ABOUT THIS TASK -
Would you output the entries below only from the line containing "position:relative; width:695px; height:1655px;" through the line containing "position:absolute; left:611px; top:14px;", exactly as they stand and with both ends included?

------------------------------------------------------------

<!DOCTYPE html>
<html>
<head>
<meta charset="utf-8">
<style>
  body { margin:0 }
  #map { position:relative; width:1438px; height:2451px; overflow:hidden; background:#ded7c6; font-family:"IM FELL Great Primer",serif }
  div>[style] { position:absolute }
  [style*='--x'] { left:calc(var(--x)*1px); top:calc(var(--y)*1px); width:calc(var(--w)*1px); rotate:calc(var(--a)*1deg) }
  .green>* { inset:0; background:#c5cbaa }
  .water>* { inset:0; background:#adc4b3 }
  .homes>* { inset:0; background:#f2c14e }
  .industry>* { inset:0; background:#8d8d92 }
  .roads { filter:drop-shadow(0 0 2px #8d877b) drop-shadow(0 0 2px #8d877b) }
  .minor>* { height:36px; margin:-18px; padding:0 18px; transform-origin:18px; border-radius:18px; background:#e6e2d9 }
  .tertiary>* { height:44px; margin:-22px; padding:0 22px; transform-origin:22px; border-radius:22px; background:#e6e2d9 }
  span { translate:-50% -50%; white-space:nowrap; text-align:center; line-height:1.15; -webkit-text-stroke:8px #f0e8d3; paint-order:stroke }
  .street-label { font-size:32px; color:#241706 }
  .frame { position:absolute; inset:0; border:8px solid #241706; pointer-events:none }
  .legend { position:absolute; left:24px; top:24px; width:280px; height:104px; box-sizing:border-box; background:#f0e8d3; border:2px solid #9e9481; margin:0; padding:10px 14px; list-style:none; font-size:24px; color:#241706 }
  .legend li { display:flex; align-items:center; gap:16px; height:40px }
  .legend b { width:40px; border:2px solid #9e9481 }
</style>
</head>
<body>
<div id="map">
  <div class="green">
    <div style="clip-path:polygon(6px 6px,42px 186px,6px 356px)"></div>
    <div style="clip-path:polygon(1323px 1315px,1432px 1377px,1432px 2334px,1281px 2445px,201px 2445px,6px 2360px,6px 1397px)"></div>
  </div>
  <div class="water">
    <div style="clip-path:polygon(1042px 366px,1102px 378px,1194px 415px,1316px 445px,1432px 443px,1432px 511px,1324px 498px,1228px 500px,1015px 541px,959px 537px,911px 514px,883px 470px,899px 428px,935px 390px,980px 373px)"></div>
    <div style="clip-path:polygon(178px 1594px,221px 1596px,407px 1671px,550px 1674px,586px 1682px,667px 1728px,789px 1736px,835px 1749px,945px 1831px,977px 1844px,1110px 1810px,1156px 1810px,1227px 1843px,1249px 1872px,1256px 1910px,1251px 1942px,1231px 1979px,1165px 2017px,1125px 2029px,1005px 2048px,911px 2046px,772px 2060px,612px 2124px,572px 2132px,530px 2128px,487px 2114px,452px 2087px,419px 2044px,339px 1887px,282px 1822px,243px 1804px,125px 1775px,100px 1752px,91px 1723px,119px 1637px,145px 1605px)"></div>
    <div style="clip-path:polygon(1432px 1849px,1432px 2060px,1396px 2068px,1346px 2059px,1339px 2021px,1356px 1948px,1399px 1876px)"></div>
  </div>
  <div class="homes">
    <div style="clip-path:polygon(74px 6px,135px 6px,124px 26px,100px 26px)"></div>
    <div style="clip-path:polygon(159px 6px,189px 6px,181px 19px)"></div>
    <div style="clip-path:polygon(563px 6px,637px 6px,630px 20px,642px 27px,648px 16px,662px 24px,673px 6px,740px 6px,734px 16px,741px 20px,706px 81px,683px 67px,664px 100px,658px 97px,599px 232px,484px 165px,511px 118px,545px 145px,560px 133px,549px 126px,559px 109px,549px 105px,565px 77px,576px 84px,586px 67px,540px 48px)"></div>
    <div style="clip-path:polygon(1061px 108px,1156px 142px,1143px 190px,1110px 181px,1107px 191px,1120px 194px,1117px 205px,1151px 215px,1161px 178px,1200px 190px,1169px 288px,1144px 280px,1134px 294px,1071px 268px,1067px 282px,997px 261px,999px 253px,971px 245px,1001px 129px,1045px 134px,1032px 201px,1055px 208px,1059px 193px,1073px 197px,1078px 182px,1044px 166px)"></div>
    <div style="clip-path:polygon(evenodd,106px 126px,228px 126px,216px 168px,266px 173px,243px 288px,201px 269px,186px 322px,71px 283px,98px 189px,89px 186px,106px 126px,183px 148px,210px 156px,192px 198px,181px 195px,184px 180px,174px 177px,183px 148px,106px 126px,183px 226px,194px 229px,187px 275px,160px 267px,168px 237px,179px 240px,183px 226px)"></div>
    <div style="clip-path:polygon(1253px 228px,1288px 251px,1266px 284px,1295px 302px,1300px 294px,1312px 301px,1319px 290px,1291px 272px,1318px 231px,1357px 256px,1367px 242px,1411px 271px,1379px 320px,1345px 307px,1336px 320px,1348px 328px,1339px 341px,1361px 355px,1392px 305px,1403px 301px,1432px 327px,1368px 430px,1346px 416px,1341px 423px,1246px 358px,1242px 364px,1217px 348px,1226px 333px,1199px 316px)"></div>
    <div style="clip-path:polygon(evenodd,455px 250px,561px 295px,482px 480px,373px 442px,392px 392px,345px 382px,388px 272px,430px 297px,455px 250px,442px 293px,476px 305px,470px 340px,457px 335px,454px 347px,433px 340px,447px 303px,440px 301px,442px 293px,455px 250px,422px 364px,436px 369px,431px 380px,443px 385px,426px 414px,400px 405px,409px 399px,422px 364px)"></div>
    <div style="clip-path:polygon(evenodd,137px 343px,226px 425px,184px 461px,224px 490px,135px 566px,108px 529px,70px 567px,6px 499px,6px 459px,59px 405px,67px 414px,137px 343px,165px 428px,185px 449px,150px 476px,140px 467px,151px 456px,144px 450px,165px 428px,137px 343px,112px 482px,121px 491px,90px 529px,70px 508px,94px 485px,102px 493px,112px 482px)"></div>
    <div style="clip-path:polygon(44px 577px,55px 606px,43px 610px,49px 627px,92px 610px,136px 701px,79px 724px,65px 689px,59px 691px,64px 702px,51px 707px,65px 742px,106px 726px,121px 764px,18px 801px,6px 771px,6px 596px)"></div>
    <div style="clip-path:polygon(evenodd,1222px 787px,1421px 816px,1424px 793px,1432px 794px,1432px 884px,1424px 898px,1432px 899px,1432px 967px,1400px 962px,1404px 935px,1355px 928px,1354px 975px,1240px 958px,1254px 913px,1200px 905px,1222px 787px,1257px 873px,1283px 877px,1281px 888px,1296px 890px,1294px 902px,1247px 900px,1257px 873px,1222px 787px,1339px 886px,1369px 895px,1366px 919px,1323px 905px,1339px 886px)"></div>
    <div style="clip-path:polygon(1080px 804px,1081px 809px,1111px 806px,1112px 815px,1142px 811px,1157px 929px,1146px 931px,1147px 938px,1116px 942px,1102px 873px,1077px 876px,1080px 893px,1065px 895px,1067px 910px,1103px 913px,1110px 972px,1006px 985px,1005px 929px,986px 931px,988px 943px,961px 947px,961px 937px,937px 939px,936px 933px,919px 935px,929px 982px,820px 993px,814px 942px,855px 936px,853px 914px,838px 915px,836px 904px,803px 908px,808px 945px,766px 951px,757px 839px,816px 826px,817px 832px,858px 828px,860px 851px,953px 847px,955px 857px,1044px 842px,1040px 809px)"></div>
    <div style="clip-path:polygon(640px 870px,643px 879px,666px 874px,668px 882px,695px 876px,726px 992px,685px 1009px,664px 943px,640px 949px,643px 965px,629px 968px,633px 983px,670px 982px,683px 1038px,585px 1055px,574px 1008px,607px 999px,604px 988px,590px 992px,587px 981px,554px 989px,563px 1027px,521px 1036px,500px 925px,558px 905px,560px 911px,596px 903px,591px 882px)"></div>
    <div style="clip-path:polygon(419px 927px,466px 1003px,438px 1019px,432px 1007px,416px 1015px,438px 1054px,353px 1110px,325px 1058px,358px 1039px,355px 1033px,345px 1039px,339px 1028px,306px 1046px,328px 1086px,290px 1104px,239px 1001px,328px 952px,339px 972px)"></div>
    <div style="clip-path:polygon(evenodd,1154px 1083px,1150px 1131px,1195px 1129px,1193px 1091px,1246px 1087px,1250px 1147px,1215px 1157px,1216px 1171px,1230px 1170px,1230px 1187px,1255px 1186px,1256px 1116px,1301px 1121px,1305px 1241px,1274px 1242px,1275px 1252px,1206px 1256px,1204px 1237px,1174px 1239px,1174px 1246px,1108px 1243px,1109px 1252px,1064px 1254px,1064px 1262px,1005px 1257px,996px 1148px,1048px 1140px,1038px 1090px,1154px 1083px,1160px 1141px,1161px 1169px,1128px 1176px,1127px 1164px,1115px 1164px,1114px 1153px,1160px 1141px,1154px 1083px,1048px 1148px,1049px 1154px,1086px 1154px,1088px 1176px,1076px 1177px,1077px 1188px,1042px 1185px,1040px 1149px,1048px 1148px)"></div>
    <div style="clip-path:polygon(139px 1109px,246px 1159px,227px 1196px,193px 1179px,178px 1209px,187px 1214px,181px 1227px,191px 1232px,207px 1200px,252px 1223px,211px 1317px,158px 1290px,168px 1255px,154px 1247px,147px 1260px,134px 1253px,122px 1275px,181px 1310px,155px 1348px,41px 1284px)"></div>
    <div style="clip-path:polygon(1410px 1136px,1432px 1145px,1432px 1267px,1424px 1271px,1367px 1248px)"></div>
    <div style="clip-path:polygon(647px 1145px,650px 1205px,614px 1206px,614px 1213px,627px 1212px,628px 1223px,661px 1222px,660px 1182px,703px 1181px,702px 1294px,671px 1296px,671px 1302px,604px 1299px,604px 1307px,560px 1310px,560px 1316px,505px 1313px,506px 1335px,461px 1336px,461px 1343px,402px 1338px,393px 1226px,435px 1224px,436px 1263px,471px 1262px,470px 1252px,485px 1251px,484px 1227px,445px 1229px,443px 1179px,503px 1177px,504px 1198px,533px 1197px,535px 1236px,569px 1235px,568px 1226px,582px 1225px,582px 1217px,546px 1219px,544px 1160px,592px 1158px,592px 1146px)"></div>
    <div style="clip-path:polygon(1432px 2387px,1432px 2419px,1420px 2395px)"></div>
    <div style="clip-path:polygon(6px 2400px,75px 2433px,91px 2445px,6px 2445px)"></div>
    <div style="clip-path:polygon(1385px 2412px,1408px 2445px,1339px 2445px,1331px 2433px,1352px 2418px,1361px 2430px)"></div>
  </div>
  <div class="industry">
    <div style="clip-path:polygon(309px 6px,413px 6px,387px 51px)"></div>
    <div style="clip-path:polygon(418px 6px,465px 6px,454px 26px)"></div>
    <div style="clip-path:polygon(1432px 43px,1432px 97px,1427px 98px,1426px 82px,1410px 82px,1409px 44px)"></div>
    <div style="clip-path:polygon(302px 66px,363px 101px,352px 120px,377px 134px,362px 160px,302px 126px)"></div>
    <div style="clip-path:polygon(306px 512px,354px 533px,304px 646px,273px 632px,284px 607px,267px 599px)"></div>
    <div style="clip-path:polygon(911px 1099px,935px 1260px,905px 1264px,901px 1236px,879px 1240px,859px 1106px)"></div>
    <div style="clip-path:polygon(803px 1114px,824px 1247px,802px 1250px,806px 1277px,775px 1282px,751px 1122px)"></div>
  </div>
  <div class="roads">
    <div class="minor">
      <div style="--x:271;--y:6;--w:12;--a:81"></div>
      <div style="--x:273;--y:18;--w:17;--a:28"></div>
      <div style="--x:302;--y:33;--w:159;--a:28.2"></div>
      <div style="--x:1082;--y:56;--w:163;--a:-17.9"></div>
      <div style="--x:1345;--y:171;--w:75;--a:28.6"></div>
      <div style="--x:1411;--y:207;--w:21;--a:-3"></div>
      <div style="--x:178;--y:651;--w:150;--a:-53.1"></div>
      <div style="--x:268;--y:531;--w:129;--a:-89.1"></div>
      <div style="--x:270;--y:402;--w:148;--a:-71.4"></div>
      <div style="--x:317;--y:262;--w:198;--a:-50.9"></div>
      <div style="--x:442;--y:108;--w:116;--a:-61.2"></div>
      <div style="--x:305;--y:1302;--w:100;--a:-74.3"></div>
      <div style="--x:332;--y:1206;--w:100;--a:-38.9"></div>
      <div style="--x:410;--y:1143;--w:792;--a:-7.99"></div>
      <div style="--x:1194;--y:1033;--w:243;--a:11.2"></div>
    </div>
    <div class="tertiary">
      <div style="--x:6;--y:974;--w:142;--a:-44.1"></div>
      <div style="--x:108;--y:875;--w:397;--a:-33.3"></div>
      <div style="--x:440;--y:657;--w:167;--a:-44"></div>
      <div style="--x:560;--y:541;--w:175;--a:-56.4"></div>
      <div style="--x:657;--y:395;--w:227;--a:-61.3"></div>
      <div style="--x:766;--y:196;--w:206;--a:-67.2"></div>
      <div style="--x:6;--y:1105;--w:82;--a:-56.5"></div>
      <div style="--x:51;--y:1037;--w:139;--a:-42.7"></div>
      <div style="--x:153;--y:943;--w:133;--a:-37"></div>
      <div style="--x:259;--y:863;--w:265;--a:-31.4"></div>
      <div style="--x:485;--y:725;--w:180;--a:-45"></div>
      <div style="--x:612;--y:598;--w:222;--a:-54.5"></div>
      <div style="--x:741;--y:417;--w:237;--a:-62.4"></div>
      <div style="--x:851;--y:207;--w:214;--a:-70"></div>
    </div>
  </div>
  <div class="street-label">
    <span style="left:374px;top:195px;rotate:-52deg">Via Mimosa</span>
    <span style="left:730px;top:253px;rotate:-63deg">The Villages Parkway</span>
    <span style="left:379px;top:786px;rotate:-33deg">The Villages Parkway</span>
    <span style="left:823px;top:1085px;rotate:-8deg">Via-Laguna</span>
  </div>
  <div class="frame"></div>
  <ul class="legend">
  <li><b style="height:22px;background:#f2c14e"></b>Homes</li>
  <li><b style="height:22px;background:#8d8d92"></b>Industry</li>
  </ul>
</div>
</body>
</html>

------------------------------------------------------------

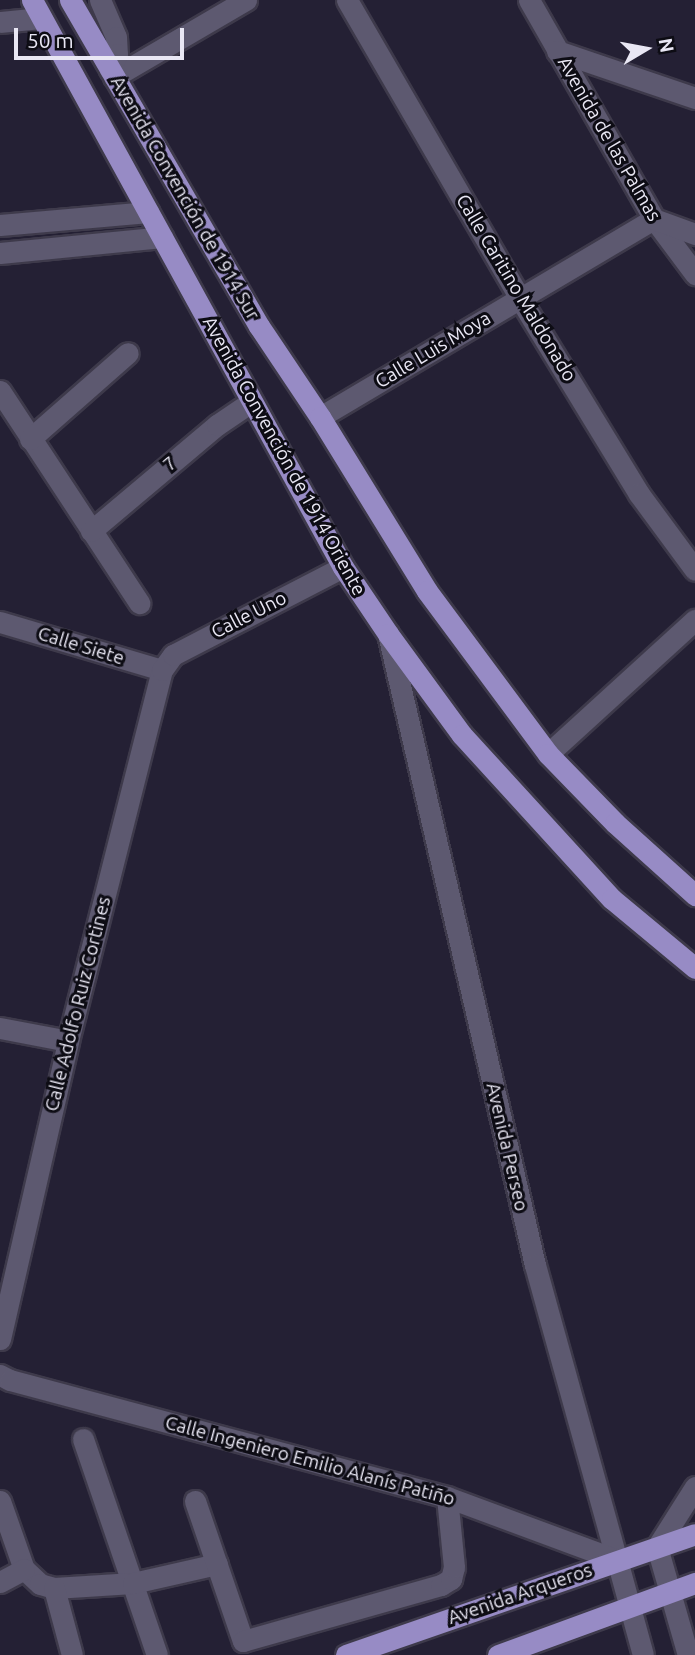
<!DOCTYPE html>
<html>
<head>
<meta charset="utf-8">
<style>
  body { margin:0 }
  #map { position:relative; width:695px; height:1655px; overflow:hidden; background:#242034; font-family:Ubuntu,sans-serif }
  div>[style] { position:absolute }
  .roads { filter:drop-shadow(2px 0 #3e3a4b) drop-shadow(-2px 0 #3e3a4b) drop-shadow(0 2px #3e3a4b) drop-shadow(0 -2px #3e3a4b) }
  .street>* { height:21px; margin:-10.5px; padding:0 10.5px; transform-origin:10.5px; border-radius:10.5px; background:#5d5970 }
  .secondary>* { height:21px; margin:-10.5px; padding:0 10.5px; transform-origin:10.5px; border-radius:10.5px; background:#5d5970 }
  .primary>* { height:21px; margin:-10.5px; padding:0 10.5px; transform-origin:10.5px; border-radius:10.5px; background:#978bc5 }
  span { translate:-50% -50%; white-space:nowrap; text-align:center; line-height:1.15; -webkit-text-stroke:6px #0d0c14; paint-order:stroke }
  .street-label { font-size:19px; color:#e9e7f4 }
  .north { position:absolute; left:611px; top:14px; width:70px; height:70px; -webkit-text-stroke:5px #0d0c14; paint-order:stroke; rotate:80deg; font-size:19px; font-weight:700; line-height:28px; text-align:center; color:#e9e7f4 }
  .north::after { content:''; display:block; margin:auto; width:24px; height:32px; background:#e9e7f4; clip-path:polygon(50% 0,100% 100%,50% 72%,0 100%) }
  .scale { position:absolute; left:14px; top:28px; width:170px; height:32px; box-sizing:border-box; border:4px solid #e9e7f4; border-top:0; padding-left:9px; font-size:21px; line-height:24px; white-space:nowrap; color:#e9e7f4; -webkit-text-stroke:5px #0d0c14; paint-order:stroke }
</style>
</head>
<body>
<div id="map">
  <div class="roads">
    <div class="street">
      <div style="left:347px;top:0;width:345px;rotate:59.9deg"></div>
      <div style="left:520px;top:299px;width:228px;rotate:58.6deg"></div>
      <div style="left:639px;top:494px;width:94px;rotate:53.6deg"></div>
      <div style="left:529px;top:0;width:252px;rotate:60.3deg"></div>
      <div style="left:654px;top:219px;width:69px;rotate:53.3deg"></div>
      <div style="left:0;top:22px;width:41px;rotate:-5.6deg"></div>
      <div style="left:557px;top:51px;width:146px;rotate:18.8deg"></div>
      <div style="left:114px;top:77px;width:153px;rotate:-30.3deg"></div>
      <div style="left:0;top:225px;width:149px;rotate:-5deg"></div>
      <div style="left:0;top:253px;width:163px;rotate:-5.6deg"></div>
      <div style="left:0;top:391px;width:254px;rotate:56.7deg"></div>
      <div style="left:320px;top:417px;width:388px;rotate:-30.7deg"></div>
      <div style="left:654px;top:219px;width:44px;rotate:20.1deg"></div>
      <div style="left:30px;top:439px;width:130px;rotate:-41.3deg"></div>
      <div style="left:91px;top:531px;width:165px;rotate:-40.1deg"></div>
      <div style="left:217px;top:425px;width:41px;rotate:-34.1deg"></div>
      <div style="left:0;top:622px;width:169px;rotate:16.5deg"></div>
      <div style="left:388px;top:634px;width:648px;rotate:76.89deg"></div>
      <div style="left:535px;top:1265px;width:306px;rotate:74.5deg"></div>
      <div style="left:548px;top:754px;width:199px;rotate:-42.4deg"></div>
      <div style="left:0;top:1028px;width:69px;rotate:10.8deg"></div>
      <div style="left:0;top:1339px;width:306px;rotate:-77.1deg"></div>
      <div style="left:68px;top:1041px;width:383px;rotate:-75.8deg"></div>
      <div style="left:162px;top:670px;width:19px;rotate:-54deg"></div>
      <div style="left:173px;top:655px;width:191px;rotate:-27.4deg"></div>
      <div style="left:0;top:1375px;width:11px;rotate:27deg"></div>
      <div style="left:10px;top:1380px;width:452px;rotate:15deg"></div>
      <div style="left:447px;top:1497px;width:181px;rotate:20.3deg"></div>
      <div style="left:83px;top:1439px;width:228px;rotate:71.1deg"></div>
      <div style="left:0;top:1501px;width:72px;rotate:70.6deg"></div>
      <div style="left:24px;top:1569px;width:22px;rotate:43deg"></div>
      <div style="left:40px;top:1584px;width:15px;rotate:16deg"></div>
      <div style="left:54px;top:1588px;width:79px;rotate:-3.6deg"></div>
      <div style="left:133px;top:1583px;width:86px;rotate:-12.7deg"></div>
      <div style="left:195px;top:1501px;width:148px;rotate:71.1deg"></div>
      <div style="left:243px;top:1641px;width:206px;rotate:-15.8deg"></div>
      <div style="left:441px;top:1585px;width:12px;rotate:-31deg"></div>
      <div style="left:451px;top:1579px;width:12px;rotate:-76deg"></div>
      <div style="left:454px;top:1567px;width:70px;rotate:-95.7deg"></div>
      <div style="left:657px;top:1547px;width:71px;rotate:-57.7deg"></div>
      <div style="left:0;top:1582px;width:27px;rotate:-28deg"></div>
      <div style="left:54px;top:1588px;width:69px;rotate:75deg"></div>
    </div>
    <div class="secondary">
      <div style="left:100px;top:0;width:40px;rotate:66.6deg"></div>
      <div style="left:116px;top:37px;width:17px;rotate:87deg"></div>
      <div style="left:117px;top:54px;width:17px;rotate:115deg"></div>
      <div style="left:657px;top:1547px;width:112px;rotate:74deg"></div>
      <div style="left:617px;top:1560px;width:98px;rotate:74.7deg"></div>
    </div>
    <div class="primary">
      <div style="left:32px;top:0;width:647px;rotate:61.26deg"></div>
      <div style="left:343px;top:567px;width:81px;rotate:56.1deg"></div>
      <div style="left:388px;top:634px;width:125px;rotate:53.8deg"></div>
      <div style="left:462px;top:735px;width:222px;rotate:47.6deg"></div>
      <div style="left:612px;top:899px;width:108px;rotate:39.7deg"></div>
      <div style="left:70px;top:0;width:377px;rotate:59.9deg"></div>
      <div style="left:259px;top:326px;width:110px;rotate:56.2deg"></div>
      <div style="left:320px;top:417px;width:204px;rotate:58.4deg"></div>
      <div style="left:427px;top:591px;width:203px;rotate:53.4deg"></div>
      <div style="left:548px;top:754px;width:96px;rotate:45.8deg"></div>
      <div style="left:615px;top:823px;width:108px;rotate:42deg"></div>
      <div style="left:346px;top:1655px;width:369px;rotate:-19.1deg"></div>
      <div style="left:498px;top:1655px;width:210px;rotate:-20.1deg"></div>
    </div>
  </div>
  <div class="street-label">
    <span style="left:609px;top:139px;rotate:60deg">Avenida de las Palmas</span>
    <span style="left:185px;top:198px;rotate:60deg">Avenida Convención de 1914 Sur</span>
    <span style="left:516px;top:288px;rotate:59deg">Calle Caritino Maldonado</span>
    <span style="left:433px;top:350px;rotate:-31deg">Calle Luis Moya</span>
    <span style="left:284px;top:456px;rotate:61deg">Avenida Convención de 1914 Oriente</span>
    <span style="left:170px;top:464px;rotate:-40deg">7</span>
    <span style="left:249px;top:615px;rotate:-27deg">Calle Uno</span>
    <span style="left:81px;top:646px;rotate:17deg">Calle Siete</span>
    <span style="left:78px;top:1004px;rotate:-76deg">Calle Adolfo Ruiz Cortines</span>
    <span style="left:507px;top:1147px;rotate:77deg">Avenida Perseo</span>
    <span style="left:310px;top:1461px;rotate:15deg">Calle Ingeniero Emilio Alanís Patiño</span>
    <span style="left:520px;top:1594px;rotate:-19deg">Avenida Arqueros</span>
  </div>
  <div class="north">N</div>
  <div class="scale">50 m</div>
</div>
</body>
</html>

------------------------------------------------------------

WRITTEN ANSWER -
  #map { position:relative; width:695px; height:1655px; overflow:hidden; background:#242034; font-family:Ubuntu,sans-serif }
  div>[style] { position:absolute }
  .roads { filter:drop-shadow(2px 0 #3e3a4b) drop-shadow(-2px 0 #3e3a4b) drop-shadow(0 2px #3e3a4b) drop-shadow(0 -2px #3e3a4b) }
  .street>* { height:21px; margin:-10.5px; padding:0 10.5px; transform-origin:10.5px; border-radius:10.5px; background:#5d5970 }
  .secondary>* { height:21px; margin:-10.5px; padding:0 10.5px; transform-origin:10.5px; border-radius:10.5px; background:#5d5970 }
  .primary>* { height:21px; margin:-10.5px; padding:0 10.5px; transform-origin:10.5px; border-radius:10.5px; background:#978bc5 }
  span { translate:-50% -50%; white-space:nowrap; text-align:center; line-height:1.15; -webkit-text-stroke:6px #0d0c14; paint-order:stroke }
  .street-label { font-size:19px; color:#e9e7f4 }
  .north { position:absolute; left:611px; top:14px; width:70px; height:70px; -webkit-text-stroke:5px #0d0c14; paint-order:stroke; rotate:80deg; font-size:19px; font-weight:700; line-height:28px; text-align:center; color:#e9e7f4 }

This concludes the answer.